Task description - Where in the entries below does "Math" appear? Copy every line that has it.

****************************************

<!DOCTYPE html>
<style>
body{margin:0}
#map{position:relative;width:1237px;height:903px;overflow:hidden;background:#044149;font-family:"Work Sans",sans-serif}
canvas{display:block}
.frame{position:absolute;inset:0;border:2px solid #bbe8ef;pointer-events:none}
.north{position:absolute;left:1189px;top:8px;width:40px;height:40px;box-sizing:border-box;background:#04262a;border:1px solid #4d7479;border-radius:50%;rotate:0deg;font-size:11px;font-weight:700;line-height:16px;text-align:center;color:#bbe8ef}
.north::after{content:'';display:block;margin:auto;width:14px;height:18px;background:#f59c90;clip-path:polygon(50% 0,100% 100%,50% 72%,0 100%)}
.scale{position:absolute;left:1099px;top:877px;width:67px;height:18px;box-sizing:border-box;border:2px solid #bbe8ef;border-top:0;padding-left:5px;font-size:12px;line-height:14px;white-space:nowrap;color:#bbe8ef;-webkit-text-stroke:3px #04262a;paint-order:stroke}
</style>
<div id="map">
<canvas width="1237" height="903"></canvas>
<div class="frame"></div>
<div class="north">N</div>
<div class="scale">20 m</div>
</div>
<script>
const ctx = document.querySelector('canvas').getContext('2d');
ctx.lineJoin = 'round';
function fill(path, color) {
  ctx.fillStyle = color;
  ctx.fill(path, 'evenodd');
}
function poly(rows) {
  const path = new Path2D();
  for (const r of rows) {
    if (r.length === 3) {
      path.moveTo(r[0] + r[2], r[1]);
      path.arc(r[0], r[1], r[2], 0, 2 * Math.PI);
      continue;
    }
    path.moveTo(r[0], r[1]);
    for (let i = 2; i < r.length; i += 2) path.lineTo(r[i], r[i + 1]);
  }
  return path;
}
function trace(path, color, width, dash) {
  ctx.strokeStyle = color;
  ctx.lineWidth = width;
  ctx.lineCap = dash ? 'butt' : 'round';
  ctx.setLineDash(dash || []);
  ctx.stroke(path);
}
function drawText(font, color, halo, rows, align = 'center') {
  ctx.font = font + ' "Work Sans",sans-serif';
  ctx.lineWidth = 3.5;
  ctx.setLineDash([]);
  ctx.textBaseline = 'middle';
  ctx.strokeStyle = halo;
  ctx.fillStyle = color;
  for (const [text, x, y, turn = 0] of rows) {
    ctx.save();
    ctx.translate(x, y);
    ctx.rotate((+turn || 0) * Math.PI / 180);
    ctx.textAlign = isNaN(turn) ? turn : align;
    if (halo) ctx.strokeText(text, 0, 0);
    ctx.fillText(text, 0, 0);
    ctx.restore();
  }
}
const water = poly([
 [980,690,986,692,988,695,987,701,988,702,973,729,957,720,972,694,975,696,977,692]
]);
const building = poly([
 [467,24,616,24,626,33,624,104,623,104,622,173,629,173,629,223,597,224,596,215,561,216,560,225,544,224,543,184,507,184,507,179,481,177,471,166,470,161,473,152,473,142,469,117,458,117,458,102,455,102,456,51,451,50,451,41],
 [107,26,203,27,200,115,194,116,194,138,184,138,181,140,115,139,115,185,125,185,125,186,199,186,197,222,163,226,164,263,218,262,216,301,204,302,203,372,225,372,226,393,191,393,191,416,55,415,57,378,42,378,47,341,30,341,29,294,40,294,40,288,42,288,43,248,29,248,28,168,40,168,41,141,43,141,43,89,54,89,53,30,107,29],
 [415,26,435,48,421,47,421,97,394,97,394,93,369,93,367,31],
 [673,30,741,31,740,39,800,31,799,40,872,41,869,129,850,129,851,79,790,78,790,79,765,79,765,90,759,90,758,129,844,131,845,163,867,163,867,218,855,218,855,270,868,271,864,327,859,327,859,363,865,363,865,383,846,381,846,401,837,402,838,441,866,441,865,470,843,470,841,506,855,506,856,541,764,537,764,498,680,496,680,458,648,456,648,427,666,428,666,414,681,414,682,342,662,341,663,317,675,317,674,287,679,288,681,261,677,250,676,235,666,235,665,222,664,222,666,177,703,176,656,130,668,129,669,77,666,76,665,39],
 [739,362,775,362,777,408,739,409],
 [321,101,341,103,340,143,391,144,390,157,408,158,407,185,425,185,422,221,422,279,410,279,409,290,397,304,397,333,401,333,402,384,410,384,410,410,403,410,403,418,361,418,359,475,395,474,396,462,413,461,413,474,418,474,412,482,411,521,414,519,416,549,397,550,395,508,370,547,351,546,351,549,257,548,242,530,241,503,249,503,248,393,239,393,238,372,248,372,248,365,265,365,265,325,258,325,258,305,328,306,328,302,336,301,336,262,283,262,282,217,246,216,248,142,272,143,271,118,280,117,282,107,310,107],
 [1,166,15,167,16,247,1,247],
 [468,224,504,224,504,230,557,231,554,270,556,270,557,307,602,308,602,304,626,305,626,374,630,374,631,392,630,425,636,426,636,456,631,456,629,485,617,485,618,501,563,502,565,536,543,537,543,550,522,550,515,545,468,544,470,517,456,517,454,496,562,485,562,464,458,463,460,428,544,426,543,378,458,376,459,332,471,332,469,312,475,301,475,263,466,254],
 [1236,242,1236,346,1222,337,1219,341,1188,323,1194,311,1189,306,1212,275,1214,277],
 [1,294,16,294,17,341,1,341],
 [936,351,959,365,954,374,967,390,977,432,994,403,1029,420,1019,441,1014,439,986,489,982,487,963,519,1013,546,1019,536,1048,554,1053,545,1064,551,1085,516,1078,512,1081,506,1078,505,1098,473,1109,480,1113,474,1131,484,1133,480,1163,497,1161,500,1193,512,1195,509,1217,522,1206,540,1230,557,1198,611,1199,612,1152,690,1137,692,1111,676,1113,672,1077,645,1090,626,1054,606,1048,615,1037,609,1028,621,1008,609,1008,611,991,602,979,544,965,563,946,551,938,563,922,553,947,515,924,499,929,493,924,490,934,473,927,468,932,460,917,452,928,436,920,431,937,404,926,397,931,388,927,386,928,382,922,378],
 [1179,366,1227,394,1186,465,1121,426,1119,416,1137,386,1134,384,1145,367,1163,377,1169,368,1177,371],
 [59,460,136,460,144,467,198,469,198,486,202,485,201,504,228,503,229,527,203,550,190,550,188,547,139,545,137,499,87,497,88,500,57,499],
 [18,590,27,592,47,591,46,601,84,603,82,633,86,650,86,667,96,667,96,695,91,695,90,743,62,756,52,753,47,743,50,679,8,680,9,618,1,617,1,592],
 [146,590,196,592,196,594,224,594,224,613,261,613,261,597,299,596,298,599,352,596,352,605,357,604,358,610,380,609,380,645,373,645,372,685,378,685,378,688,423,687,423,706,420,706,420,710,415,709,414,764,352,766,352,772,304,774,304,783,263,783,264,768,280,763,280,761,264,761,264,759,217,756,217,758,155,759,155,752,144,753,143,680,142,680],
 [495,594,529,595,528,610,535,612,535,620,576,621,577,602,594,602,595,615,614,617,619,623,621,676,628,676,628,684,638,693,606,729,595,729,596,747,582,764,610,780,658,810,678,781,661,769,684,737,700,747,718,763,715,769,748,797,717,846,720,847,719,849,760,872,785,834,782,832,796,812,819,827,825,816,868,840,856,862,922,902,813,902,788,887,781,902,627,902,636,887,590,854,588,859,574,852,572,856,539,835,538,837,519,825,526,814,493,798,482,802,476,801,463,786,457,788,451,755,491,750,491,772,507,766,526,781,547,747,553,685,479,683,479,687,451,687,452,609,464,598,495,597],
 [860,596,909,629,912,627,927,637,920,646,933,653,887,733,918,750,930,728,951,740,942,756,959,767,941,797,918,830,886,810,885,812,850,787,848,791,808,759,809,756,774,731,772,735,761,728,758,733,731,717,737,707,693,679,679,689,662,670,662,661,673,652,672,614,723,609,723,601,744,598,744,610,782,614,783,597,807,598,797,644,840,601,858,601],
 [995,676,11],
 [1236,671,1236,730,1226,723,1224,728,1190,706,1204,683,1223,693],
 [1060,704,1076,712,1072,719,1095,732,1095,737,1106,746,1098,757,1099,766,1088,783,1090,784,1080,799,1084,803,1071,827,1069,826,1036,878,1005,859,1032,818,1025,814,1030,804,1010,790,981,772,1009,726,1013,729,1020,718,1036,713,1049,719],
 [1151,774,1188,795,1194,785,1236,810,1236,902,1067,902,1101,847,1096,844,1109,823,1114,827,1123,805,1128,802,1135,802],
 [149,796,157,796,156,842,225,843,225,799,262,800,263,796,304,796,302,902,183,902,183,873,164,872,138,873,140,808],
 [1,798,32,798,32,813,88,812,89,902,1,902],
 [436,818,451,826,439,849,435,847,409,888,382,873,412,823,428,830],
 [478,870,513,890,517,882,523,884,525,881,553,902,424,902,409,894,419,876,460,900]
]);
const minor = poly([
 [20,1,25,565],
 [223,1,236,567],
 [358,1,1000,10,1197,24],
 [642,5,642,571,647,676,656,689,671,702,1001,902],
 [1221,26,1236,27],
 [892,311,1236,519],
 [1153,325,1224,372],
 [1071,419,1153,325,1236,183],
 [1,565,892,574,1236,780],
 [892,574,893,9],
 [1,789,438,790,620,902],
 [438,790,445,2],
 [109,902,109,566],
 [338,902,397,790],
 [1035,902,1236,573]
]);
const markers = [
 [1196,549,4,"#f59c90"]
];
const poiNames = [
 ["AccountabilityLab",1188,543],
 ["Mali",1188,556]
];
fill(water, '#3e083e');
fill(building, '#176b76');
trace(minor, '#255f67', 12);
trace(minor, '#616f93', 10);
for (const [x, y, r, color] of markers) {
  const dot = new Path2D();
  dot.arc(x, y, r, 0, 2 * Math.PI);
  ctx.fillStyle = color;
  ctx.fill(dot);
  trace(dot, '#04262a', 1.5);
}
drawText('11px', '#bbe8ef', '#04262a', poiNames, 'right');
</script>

****************************************

Result -
      path.arc(r[0], r[1], r[2], 0, 2 * Math.PI);
    ctx.rotate((+turn || 0) * Math.PI / 180);
  dot.arc(x, y, r, 0, 2 * Math.PI);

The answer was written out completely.